The Company recognizes revenue from its dental practice when dental services are
provided.
Concentrations of credit risk
The Company maintains its cash in bank deposit accounts, which, at times, exceed
federally insured limits. During the nine month period ended September 30, 2007,
the Company has reached bank balances exceeding the FDIC insurance limit. The
Company has not experienced any losses in such accounts through September 30,
2007.
10
UNION DENTAL HOLDINGS, INC. AND SUBSIDIARIES
NOTES TO CONSOLIDATED FINANCIAL STATEMENTS
SEPTEMBER 30, 2007
NOTE 1 - ORGANIZATION AND SUMMARY OF SIGNIFICANT ACCOUNTING POLICIES (continued)
Stock-based compensation
Effective January 1, 2006, the Company adopted Statement of Financial Accounting
Standards No. 123 (revised 2004), Share Based Payment ("SFAS No. 123R"). SFAS
No. 123R establishes the financial accounting and reporting standards for
stock-based compensation plans. As required by SFAS No. 123R, the Company
recognized the cost resulting from all stock-based payment transactions
including shares issued under its stock option plans in the financial
statements.
Prior to January 1, 2006, the Company accounted for stock-based employee
compensation plans (including shares issued under its stock option plans) in
accordance with APB Opinion No. 25 and followed the pro forma net income, pro
forma income per share, and stock-based compensation plan disclosure
requirements set forth in the Statement of Financial Accounting Standards No.
123, Accounting for Stock-Based Compensation ("SFAS No. 123"). For the nine
months ended September 30, 2007, the Company did not grant any stock options.
Non-Employee Stock Based Compensation
The cost of stock based compensation awards issued to non-employees for services
are recorded at either the fair value of the services rendered or the
instruments issued in exchange for such services, whichever is more readily
determinable, using the measurement date guidelines enumerated in Emerging
Issues Task Force Issue ("EITF") 96-18, "Accounting for Equity Instruments That
Are Issued to Other Than Employees for Acquiring, or in Conjunction with
Selling, Goods or Services" ("EITF 96-18").

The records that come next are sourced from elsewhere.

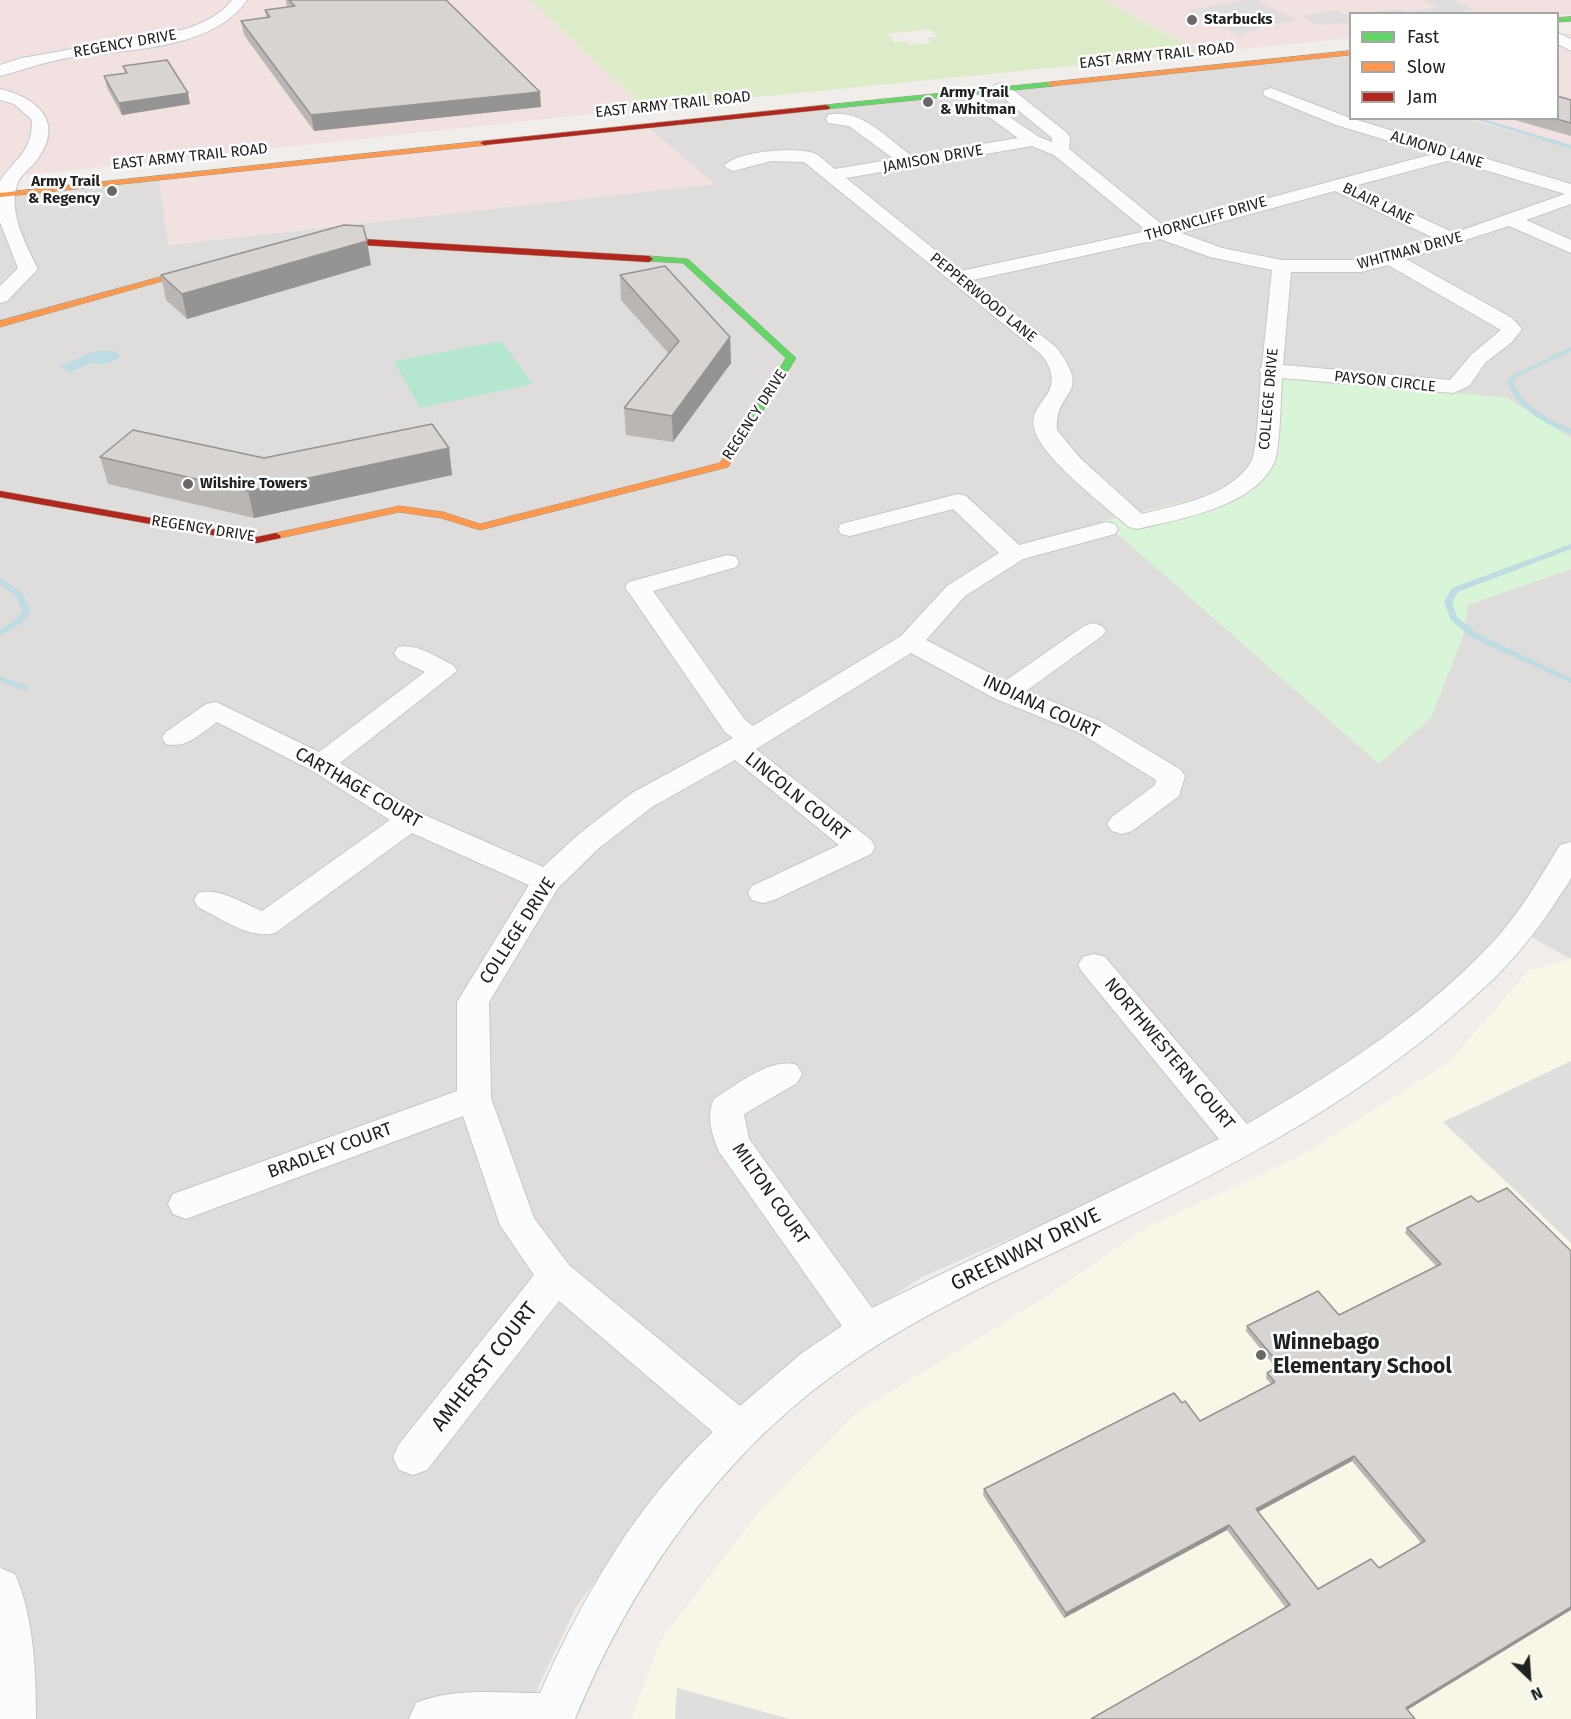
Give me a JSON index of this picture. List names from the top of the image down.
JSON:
{
  "streets": {
    "main road": ["REGENCY DRIVE", "EAST ARMY TRAIL ROAD"],
    "street": [
      "ALMOND LANE",
      "JAMISON DRIVE",
      "BLAIR LANE",
      "THORNCLIFF DRIVE",
      "WHITMAN DRIVE",
      "PEPPERWOOD LANE",
      "PAYSON CIRCLE",
      "COLLEGE DRIVE",
      "INDIANA COURT",
      "CARTHAGE COURT",
      "LINCOLN COURT",
      "NORTHWESTERN COURT",
      "BRADLEY COURT",
      "MILTON COURT",
      "GREENWAY DRIVE",
      "AMHERST COURT"
    ]
  },
  "crossings": [
    ["EAST ARMY TRAIL ROAD", "WHITMAN DRIVE"],
    ["ALMOND LANE", "THORNCLIFF DRIVE"],
    ["JAMISON DRIVE", "WHITMAN DRIVE"],
    ["JAMISON DRIVE", "PEPPERWOOD LANE"],
    ["BLAIR LANE", "THORNCLIFF DRIVE"],
    ["BLAIR LANE", "WHITMAN DRIVE"],
    ["THORNCLIFF DRIVE", "WHITMAN DRIVE"],
    ["THORNCLIFF DRIVE", "PEPPERWOOD LANE"],
    ["WHITMAN DRIVE", "PAYSON CIRCLE"],
    ["WHITMAN DRIVE", "COLLEGE DRIVE"],
    ["PEPPERWOOD LANE", "COLLEGE DRIVE"],
    ["PAYSON CIRCLE", "COLLEGE DRIVE"],
    ["COLLEGE DRIVE", "INDIANA COURT"],
    ["COLLEGE DRIVE", "CARTHAGE COURT"],
    ["COLLEGE DRIVE", "LINCOLN COURT"],
    ["COLLEGE DRIVE", "BRADLEY COURT"],
    ["COLLEGE DRIVE", "GREENWAY DRIVE"],
    ["COLLEGE DRIVE", "AMHERST COURT"],
    ["NORTHWESTERN COURT", "GREENWAY DRIVE"],
    ["MILTON COURT", "GREENWAY DRIVE"]
  ],
  "places": [
    "Starbucks",
    "Army Trail & Whitman",
    "Army Trail & Regency",
    "Wilshire Towers",
    "Winnebago Elementary School"
  ],
  "legend": ["Fast", "Slow", "Jam"],
  "north": "bottom right"
}
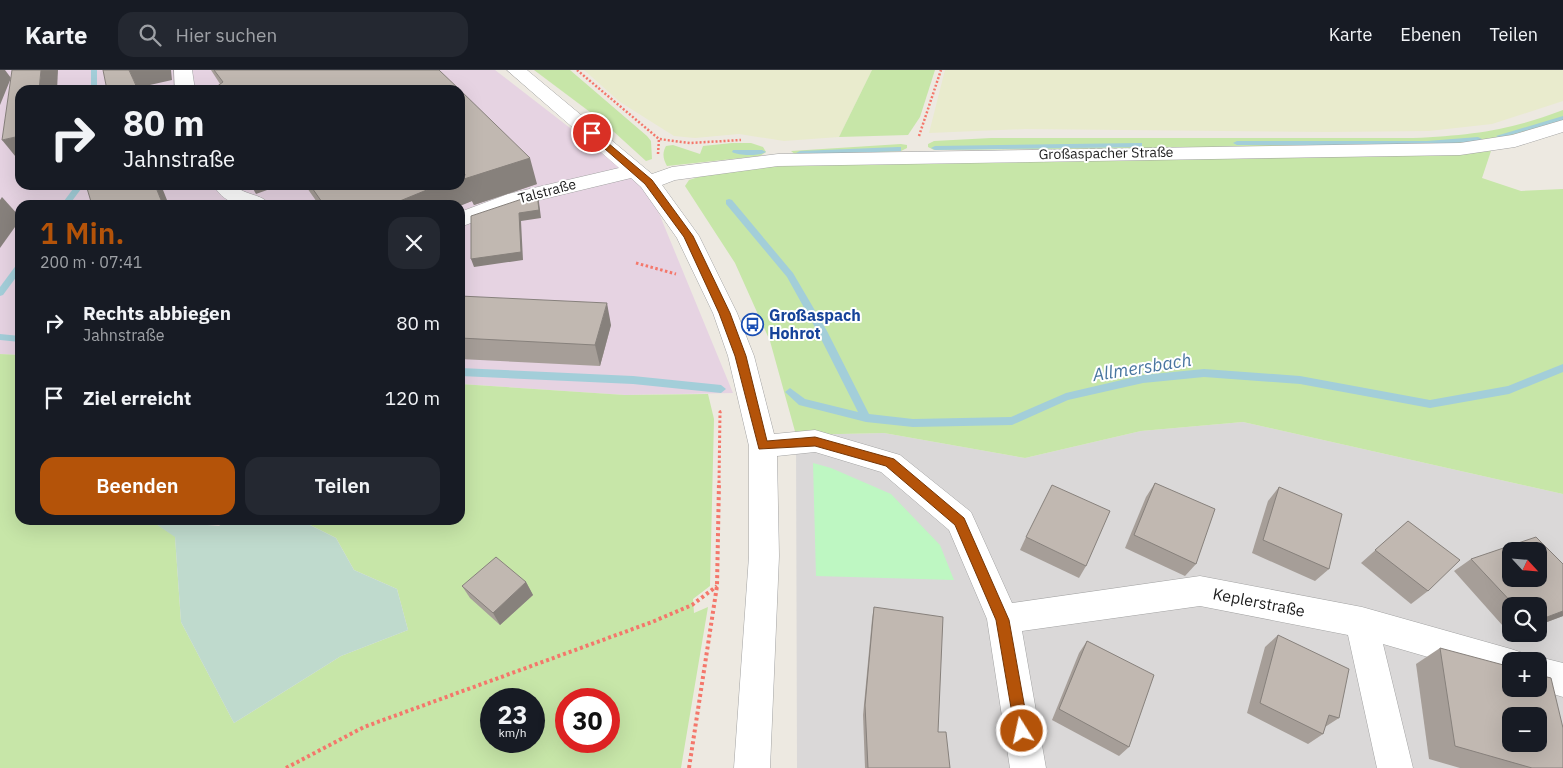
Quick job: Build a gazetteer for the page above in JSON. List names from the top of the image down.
{
  "streets": {
    "street": ["Großaspacher Straße", "Talstraße", "Keplerstraße"]
  },
  "crossings": [
    ["Großaspacher Straße", "Talstraße"]
  ],
  "water": ["Allmersbach"],
  "places": {
    "bus stop": ["Großaspach Hohrot"]
  },
  "north": "bottom right",
  "page": {
    "header": "Karte",
    "search": "Hier suchen",
    "nav": ["Karte", "Ebenen", "Teilen"],
    "turn": ["80 m", "Jahnstraße"],
    "heading": ["1 Min.", "200 m · 07:41"],
    "list": [
      {
        "name": "Rechts abbiegen",
        "note": "Jahnstraße",
        "value": "80 m"
      },
      {
        "name": "Ziel erreicht",
        "value": "120 m"
      }
    ],
    "buttons": ["Beenden", "Teilen"],
    "map_buttons": ["+", "−"],
    "speed": "23 km/h",
    "limit": "30"
  }
}
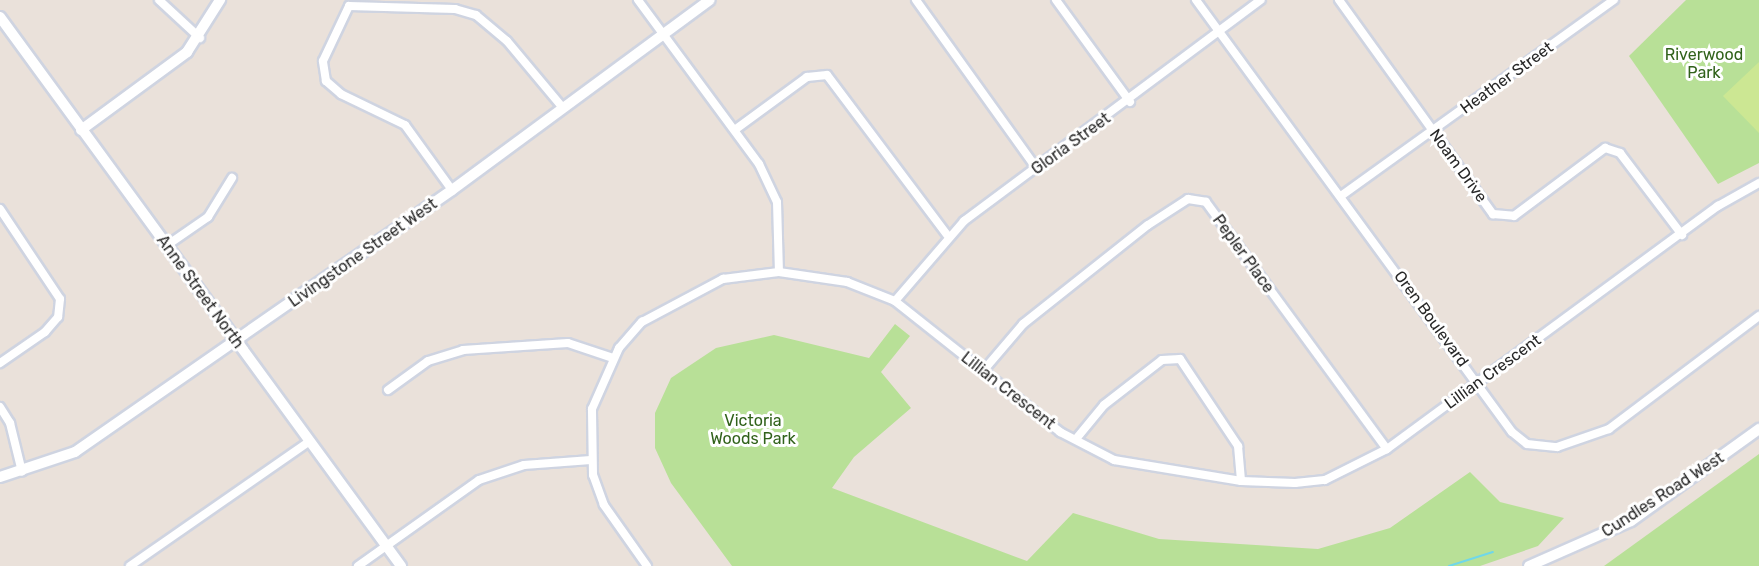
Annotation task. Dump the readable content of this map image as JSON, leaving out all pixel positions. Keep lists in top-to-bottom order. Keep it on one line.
{"streets":{"street":["Heather Street","Gloria Street","Noam Drive","Livingstone Street West","Pepler Place","Anne Street North","Oren Boulevard","Lillian Crescent","Cundles Road West"]},"crossings":[["Heather Street","Noam Drive"],["Heather Street","Oren Boulevard"],["Gloria Street","Oren Boulevard"],["Gloria Street","Lillian Crescent"],["Noam Drive","Lillian Crescent"],["Livingstone Street West","Anne Street North"],["Pepler Place","Lillian Crescent"],["Oren Boulevard","Lillian Crescent"]],"parks":["Riverwood Park","Victoria Woods Park"]}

Common stock purchase warrants
The Company accounts for common stock purchase warrants in accordance with the
provisions of Emerging Issues Tack Force Issue ("EITF") issue No. 00-19
"Accounting for Derivative Financial Instruments Indexed to, and Potentially
Settled in, a Company's Own Stock" ("EITF 00-19"). Based on the provisions of
EITF 00-19, the Company classifies as equity any contracts that (i) require
physical settlement or net-share settlement, or (ii) gives the company a choice
of net-cash settlement or settlement in its own shares (physical settlement or
net-share settlement). The Company classifies as assets or liabilities any
contracts that (i) require net-cash settlement (including a requirement to net
cash settle the contract if an event occurs and if that event is outside the
control of the company), or (ii) give the counterparty a choice of net-cash
settlement or settlement in shares (physical settlement or net-share
settlement).
Recent accounting pronouncements
In July 2006, the Financial Accounting Standards Board (FASB) issued FASB
Interpretation (FIN) No. 48, "Accounting for Uncertainty in Income Taxes-an
interpretation of FASB Statement No. 109." This interpretation provides guidance
for recognizing and measuring uncertain tax positions, as defined in SFAS No.
109, "Accounting for Income Taxes." FIN No. 48 prescribes a threshold condition
that a tax position must meet for any of the benefit of an uncertain tax
position to be recognized in the financial statements. Guidance is also provided
regarding de-recognition, classification, and disclosure of uncertain tax
positions. FIN No. 48 is effective for fiscal years beginning after December 15,
2006. The Company does not expect that this interpretation will have a material
impact on its financial position, results of operations, or cash flows.
In September 2006, the FASB issued Statement of Financial Accounting Standards
No. 157, "Fair Value Measurements" ("FAS 157"). This Statement defines fair
value as used in numerous accounting pronouncements, establishes a framework for
measuring fair value in generally accepted accounting principles and expands
disclosure related to the use of fair value measures in financial statements.
The Statement is to be effective for the Company's financial statements issued
in 2008; however, earlier application is encouraged. The Company is currently
evaluating the timing of adoption and the impact that adoption might have on its
financial position or results of operations.
11
UNION DENTAL HOLDINGS, INC. AND SUBSIDIARIES
NOTES TO CONSOLIDATED FINANCIAL STATEMENTS
SEPTEMBER 30, 2007
NOTE 1 - ORGANIZATION AND SUMMARY OF SIGNIFICANT ACCOUNTING POLICIES (continued)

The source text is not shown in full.